FUBAR: My Blog About MJ
I don’t know if I ever actively pondered Michael Jackson’s mortality, but I imagine if you had asked me a month or so ago when I thought MJ might die I probably would have responded with something like: “Sooner rather than later.” Michael never struck me as someone with a particularly long shelf life, mostly because every time I saw videos or pictures of him he looked frailer and frailer…kind of like a sack of bones held together by something very tenuous and unnatural. And it would always make me very sad. For very many reasons.
First of all, I would like to point out the obvious fact that MJ is only one dead celebrity in a string of recent celebrity deaths: Ed McMahon, Farrah Fawcett, Billy Mays (a/k/a that infomercial guy), and the brilliant German dancer Pina Bausch. But I would also like to point out the obvious fact that MJ’s death received the most publicity. By far. Regardless of your feelings about or opinion of MJ, he basically achieved legend status sometime in the early 1980s and has been a household name around the globe ever since. Divisive, talented, mysterious, and FUBAR, Michael Jackson stands alone in a category created entirely for him.
I was emotionally affected by his death way more than I would have ever expected. At first I just thought it was simple nostalgia; practically everyone in my generation has childhood memories involving the music of Michael Jackson, so it would be natural to equate his death with the death of my childhood, etc. But I soon realized that simple nostalgia didn’t explain it for me. There was some sort of ancient, angry sadness in me that was incited by the news of his passing. “What the hell is this shit?” I asked myself. It took a Youtube video for me to figure it out.

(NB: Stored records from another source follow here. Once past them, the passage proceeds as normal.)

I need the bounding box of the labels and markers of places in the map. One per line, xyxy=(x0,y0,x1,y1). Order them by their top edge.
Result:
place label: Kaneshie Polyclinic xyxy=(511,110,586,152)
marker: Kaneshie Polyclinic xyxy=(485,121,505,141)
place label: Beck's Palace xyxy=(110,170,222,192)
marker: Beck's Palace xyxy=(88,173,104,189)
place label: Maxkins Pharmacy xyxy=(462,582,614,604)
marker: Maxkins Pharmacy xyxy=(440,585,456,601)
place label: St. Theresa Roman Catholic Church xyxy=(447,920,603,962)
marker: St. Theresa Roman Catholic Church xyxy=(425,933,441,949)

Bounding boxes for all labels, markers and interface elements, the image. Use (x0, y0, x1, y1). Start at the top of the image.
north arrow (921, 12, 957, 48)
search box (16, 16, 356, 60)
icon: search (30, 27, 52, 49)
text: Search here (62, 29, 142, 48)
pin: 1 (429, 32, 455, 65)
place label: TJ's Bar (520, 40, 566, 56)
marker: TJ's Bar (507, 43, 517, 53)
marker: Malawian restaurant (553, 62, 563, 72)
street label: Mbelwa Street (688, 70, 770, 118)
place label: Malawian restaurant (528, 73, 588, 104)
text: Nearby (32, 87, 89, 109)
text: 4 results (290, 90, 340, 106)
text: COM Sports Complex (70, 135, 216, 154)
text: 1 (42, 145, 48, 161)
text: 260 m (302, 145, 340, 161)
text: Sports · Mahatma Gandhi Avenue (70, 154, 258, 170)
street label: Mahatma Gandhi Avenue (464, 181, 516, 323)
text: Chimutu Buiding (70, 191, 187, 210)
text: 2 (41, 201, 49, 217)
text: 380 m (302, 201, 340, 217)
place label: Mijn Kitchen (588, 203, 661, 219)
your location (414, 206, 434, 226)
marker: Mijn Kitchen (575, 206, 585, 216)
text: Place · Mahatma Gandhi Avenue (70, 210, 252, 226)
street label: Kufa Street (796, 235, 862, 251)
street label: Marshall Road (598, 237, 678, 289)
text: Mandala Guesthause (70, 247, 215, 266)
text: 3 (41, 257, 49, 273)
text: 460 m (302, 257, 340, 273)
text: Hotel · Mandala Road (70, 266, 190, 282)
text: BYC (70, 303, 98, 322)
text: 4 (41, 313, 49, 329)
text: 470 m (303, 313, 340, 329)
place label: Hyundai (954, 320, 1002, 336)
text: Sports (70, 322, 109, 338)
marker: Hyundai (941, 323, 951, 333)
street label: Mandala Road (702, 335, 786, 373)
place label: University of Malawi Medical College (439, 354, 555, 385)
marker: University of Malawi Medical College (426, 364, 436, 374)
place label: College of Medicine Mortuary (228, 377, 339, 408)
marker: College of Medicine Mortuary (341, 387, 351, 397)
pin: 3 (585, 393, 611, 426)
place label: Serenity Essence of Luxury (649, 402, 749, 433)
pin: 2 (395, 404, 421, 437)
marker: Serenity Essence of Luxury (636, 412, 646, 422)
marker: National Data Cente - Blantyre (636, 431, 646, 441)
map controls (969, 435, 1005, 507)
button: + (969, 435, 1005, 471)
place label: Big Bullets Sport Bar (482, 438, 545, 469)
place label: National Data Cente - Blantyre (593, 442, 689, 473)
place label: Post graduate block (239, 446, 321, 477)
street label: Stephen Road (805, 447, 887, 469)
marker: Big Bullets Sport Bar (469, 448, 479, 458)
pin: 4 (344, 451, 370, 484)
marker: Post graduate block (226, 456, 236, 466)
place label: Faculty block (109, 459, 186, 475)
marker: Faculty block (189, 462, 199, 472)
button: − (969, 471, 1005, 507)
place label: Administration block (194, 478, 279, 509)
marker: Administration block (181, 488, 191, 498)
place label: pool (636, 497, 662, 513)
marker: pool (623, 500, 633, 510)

One of my Facebook friends posted the “Free to be…you and me” video a day or two after his death. I watched it and I cried. It’s Michael Jackson and Roberta Flack, circa 1974. His acting is awkward and kind of bad, but in a very forgivable sort of way. And watching it 35 years later with the knowledge of how MJ ended up living his life makes it downright tragic. I don’t know if there was any way for MJ to live a normal life, even if he had tried. Especially after his freakish explosion as a pop superstar in the 1980s, he would have had to work overtime to even have had a shot at maintaining some semblance of normalcy. Instead he went in the exact opposite direction.
So that’s where the sadness in me came from…but what about that anger? Fast-forward seventeen years. November 14, 1991. We’re all sitting in our living rooms with our families, eagerly awaiting the brand new Michael Jackson video starring Macaulay Culkin. The “Black or White” video. I was 13 years old. It all started innocently enough – Culkin starts pulling some of his G-rated, cutesy shenanigans, and the next thing you know MJ’s dancing with some African natives. All good, all cool. There are a few moments when MJ sings in front of a ball of angry fire, but the other moments depict Michael dancing with happy people of all ethnicities all over the world. We’re all getting along. We’re all enjoying the native ceremonial garb. We agree that MJ looks weird but not too weird. So…we’re cool. We see an awesome new morphing technique where different-looking people blend into each other. We’re reminded we’re not that different after all. Way to go, Michael. “We Are the World,” indeed.
And then this random panther walks out. And this random panther morphs into Michael Jackson. And Panther Michael is angry.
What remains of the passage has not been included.